:: TASK ITEM ::
Count every line below that contains "tools", then state the total with no other output.

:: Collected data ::
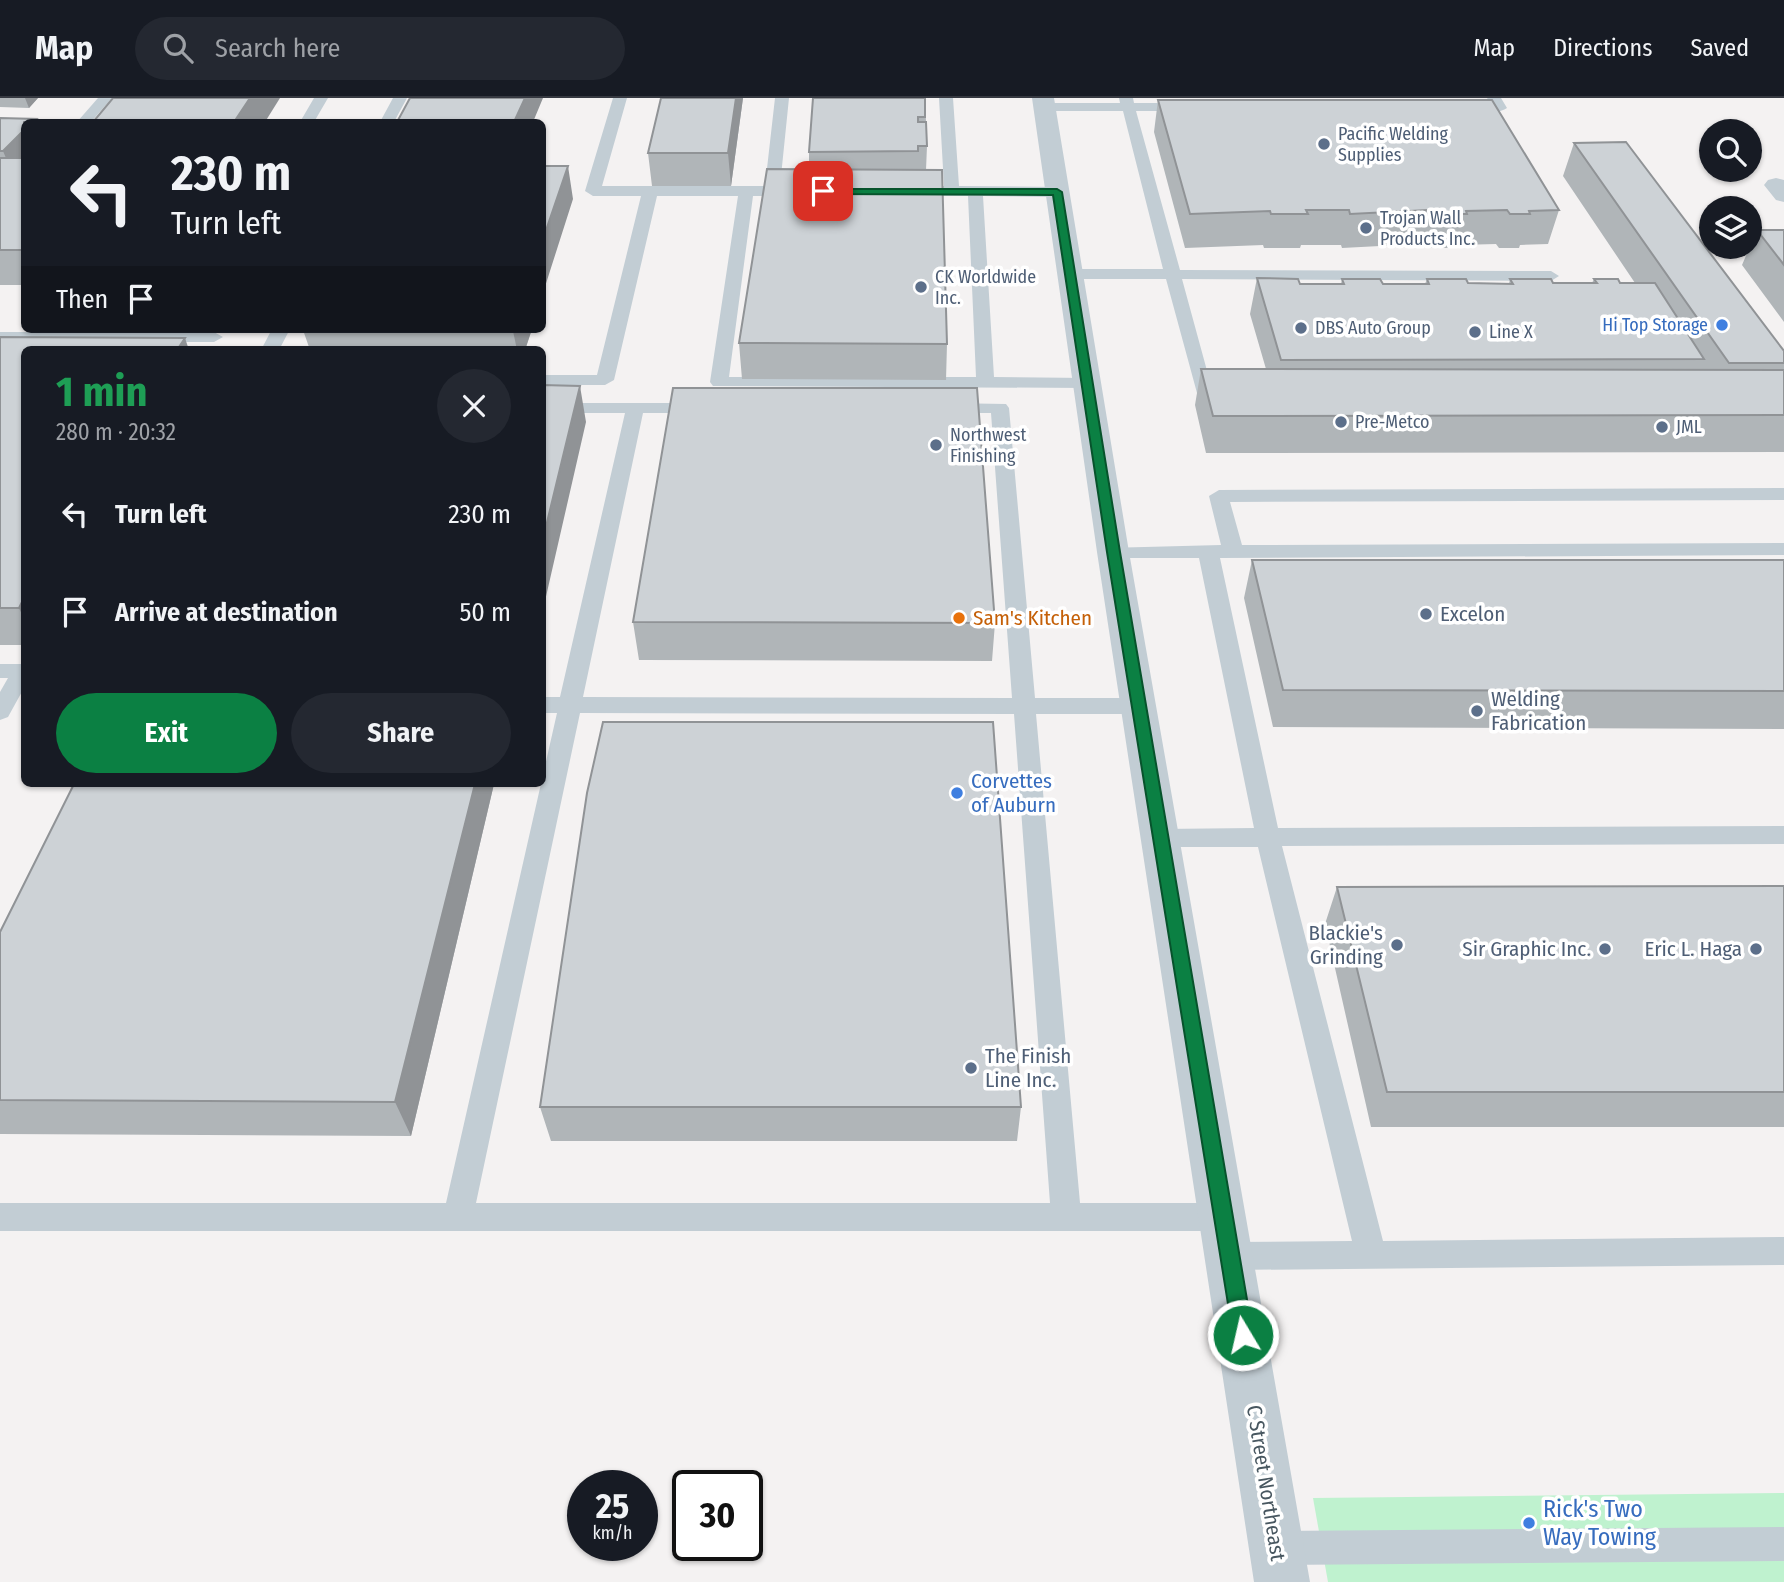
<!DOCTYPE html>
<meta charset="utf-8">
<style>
body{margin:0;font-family:"Fira Sans Condensed",sans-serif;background:#242831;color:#f1f3f6;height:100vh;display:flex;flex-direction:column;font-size:26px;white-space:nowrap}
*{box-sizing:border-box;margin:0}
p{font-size:23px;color:#9ea1a6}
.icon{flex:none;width:38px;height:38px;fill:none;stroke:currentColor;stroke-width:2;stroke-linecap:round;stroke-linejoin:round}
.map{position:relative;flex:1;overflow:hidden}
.panel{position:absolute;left:21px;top:248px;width:525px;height:441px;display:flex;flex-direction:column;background:#171b24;border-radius:10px;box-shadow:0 2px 5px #0004}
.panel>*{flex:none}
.hud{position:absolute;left:21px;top:21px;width:525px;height:214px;border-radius:10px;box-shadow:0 2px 5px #0004;background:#171b24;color:#f1f3f6;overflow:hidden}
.tools{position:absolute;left:1699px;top:21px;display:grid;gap:14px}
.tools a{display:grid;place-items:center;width:63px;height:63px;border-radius:50%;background:#171b24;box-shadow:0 2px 5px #0004;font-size:35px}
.speed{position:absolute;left:567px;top:1372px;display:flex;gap:14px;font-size:35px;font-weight:700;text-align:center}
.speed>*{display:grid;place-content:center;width:91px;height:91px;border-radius:50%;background:#171b24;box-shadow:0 2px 5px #0004;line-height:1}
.speed small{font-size:18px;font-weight:400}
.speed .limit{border:4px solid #111;border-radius:10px;background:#fff;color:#111}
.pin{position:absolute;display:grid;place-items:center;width:60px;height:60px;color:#fff;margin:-30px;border-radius:14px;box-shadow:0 4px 10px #0006}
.me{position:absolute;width:77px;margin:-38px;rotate:351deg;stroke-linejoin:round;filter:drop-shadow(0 0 5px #0008)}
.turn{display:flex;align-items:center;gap:24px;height:147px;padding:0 35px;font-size:32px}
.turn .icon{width:91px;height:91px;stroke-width:2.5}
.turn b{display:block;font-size:49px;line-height:60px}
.then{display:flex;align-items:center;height:66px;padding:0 35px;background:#0003;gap:14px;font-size:26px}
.round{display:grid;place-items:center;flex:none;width:74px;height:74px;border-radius:37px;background:#242831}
.overview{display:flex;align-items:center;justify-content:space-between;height:119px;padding:0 35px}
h1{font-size:42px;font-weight:700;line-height:52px;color:#1e9e55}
.action{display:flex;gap:14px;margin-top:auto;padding:14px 35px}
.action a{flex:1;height:80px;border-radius:42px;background:#0b8043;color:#fff;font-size:28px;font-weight:700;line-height:80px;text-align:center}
.action a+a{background:#242831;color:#f1f3f6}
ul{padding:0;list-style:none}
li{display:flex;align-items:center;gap:21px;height:98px;padding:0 35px}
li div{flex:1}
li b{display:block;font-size:26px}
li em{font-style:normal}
header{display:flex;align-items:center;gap:42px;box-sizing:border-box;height:98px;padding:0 35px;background:#171b24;border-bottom:2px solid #363941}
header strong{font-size:33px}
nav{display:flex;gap:38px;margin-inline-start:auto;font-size:24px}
.search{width:490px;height:63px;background:#242831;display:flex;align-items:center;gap:18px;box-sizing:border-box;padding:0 24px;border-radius:38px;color:#9ea1a6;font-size:26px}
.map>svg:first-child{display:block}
.green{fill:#bff2cf}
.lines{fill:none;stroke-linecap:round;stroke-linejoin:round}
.lane{fill:#c2cdd4;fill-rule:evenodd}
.street{fill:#c2cdd4;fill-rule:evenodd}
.wall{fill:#b0b5b8}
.shaded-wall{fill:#909396}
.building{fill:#cdd2d6;stroke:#909396;stroke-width:2}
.route{fill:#0b8043;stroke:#07532c;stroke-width:2}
.service-dot{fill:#5c6f8a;stroke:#fff;stroke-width:2.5}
.shop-dot{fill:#3f7fe0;stroke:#fff;stroke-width:2.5}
.food-dot{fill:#e8710a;stroke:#fff;stroke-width:2.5}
.labels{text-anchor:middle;stroke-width:7;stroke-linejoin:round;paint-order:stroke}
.far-service-label{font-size:18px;fill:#4e5e75;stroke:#fff;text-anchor:start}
.far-shop-label{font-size:18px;fill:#366cbe;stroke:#fff;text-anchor:end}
.service-label{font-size:21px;fill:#4e5e75;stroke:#fff;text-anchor:start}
.food-label{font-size:21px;fill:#c56008;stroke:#fff;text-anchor:start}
.shop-label{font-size:21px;fill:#366cbe;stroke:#fff;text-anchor:start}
.street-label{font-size:21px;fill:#485760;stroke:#fff}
.near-shop-label{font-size:24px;fill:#366cbe;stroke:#fff;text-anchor:start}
</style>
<header>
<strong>Map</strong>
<div class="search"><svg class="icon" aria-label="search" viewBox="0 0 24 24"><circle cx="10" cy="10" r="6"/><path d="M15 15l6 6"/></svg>Search here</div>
<nav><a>Map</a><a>Directions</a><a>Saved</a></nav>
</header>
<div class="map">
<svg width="1784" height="1484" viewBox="0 0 1784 1484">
<rect width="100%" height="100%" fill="#f4f2f2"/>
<path class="green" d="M1784 1395V1484H1328L1313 1400Z"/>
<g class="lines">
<path class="lane" d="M98 0H112L91 24H77Z
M314 0H328L314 24H300Z
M393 0H407L394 24H380Z
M613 0H627L602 88H765L775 0H789L780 88 790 93 782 98H753L729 279H976L968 98H910L902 93 910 88H944L939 0H953L959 88 1057 89 1065 94 1057 99 983 98 994 279 1087 280 1096 285 1087 290 713 288 710 284 738 98H657L614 282 605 287H542V277H597L641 98H593L585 93Z
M1119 0H1133L1134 5H1190L1197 9 1190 13H1136L1180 172 1551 173 1559 178 1551 183 1182 181 1212 291 1203 296 1197 295 1166 181H1070L1062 176 1070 171H1163L1123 13H1044L1037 9 1044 5H1120Z
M1487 0H1501L1507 10C1497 17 1468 17 1458 10L1465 6H1491Z
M272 231H290L279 252H261Z
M0 234H214L223 239 214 244H0Z
M542 305H704L713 310 704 315H643L583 599 1012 600 991 315H947L938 310 947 305 1006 306 1009 310 1035 600H1139L1147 603 1150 608 1147 613 1139 616H1036L1080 1105H1224L1235 1109 1239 1119 1235 1129 1224 1133H0V1105H446L557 615H542V599H560L625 315H542ZM580 615 1014 616 1050 1105H476Z
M1784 390V402L1230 404 1242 447 1784 445V457L1220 460 1278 730 1784 728V746L1282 748 1383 1143 1784 1139V1167L1230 1172 1219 1168 1215 1158 1219 1148 1230 1144 1352 1143 1258 749H1161L1152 746 1149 740 1152 734 1161 731 1254 730 1199 460H1113L1106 458 1103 454 1106 450 1221 447 1209 398 1219 392Z
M0 566H24V590L8 619 0 622V594L8 580H0Z
M1784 1429V1463L1277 1467 1265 1462 1260 1450 1265 1438 1277 1433Z"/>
<path class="street" d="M1032 0H1054L1129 454 1310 1484H1254L1097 454Z
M1776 80 1784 82V104L1776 102 1764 87 1768 82Z"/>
</g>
<path class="wall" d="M0 0H38L29 10 0 9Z
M661 0H743L731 88H652L648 55Z
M925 0 927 48 926 72 947 246 946 282 742 281 739 245 809 72V54Z
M1158 2 1559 112 1548 146 1520 147 1519 150H1499L1496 146 1459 147 1458 150H1421L1418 146 1342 150 1341 147H1301L1300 150H1264L1263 147 1185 150 1154 34Z
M0 20 36 21 38 24H24V187H0Z
M1574 45 1784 253V354L1206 355 1195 307 1201 271H1266L1250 216 1257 180 1300 186H1341L1342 181 1383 186H1425L1427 181 1468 185 1509 186 1510 181 1553 185H1592L1594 181 1620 185H1635L1563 78Z
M1757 132H1784V224L1742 167Z
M532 231 525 252H310L303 232Z
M0 239 24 252V547H0Z
M1252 462H1784V631L1273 629 1244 500Z
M633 524 995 525 992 563 639 562Z
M494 686 411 1038 0 1036V834Z
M1784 788V1029H1371L1325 826 1337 789Z
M540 1009H1021L1017 1043H551Z"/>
<path class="shaded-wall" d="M25 0H38L29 10Z
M250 0H280L265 24H234Z
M525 0H543L533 24H514Z
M736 0H743L731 88 728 55Z
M24 32V79L17 86 3 53Z
M568 68 573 101 542 198V144Z
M514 231H532L525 252H517L513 233Z
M185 240 189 252H177Z
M580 288 586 324 542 516V445Z
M24 500V521L19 510Z
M475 686H494L411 1038 395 1004Z"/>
<path class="building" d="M113 0H250L234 24H93Z
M410 0H525L514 24H397Z
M661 0H736L728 55H648Z
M813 0H925V19H918V24H926L927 48H918V53L809 54Z
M1158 2H1492L1559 112 1529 113 1530 116H1510L1507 112 1466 113 1467 116H1430L1428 112 1350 116 1349 112H1306L1308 116H1271L1270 113 1190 116Z
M0 20 36 21 32 24H24V32L3 53H0Z
M1626 44 1784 253V265H1729L1574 45Z
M0 60H24V152H0Z
M542 68H568L542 144Z
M767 71 942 72 947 246 739 245Z
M1757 132H1784V167Z
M1257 180 1298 181 1300 186H1344L1342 181H1380L1383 186H1429L1427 181H1466L1468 185 1513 186 1510 181H1551L1553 185H1597L1594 181H1618L1620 185H1655L1704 261 1281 262Z
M304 231H514L513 233 303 232Z
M0 239 185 240 177 252H24V500L19 510H0Z
M1201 271 1784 272V317L1213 318Z
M542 287 580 288 542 445Z
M673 290H977L995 525 633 524Z
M1252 462H1784V593L1283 592Z
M603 624H993L1021 1009H540L587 695Z
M74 686H475L395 1004 0 1002V834Z
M1784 788V994H1387L1337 789Z"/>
<path class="route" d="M820 91H1057L1062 94 1120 454 1253 1237 1250 1244 1243 1247 1236 1244 1233 1237 1107 454 1053 97 823 96 818 93Z"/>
<g class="service-dot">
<circle cx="1324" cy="46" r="7"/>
<circle cx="1366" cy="130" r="7"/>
<circle cx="921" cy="189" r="7"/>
<circle cx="1301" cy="230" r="7"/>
<circle cx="1475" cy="234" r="7"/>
<circle cx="1341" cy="324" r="7"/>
<circle cx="1662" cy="329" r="7"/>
<circle cx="936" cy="347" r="7"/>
<circle cx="1426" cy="516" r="7"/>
<circle cx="1477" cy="613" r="7"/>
<circle cx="1397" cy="847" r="7"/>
<circle cx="1605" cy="851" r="7"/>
<circle cx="1756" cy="851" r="7"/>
<circle cx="971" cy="970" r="7"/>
</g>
<g class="shop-dot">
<circle cx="1722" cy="227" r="7"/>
<circle cx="957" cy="695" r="7"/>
<circle cx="1529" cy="1425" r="7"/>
</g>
<circle class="food-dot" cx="959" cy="520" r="7"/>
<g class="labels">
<g class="far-service-label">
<text x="1338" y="42">Pacific Welding<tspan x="1338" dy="21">Supplies</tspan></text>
<text x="1380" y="126">Trojan Wall<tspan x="1380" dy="21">Products Inc.</tspan></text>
<text x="935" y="185">CK Worldwide<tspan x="935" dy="21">Inc.</tspan></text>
<text x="1315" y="236">DBS Auto Group</text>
<text x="1489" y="240">Line X</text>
<text x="1355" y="330">Pre-Metco</text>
<text x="1676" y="335">JML</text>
<text x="950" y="343">Northwest<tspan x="950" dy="21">Finishing</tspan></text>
</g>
<g class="far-shop-label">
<text x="1708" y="233">Hi Top Storage</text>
</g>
<g class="service-label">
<text x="1440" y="523">Excelon</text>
<text x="1491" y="608">Welding<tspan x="1491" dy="24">Fabrication</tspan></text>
<text x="1383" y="842" text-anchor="end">Blackie's<tspan x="1383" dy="24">Grinding</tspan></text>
<text x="1591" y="858" text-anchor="end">Sir Graphic Inc.</text>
<text x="1742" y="858" text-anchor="end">Eric L. Haga</text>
<text x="985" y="965">The Finish<tspan x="985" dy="24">Line Inc.</tspan></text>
</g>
<g class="food-label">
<text x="973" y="527">Sam's Kitchen</text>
</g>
<g class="shop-label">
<text x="971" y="690">Corvettes<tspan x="971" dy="24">of Auburn</tspan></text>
</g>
<g class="street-label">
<text transform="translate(1266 1385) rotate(81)" y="7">C Street Northeast</text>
</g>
<g class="near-shop-label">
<text x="1543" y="1419">Rick's Two<tspan x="1543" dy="28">Way Towing</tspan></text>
</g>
</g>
</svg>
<div class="tools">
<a><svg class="icon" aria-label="search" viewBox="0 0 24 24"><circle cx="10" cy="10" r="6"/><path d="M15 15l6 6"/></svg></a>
<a><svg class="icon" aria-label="layers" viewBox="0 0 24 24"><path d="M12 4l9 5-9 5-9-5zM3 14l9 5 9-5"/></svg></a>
</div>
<div class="speed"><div>25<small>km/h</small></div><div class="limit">30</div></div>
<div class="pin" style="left:823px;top:93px;background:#d93025"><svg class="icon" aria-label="arrive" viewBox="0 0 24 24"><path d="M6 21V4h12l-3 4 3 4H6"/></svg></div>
<svg class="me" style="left:1243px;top:1237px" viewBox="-20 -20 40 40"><circle r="17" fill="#0b8043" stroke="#fff" stroke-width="3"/><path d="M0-11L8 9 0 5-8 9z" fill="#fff"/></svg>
<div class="hud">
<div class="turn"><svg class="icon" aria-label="left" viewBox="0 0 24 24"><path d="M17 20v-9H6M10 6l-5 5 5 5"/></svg><div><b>230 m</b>Turn left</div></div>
<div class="then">Then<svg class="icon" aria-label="arrive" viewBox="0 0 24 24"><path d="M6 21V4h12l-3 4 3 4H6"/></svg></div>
</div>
<section class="panel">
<div class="overview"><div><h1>1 min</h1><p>280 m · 20:32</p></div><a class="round"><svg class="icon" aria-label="close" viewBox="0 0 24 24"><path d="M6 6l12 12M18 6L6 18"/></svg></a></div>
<ul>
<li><svg class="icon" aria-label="left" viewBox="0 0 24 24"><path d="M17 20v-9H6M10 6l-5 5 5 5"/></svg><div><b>Turn left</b></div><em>230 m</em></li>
<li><svg class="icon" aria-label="arrive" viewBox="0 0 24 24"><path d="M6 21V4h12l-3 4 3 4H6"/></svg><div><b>Arrive at destination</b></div><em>50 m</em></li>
</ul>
<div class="action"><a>Exit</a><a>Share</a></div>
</section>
</div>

:: FINAL ANSWER ::
3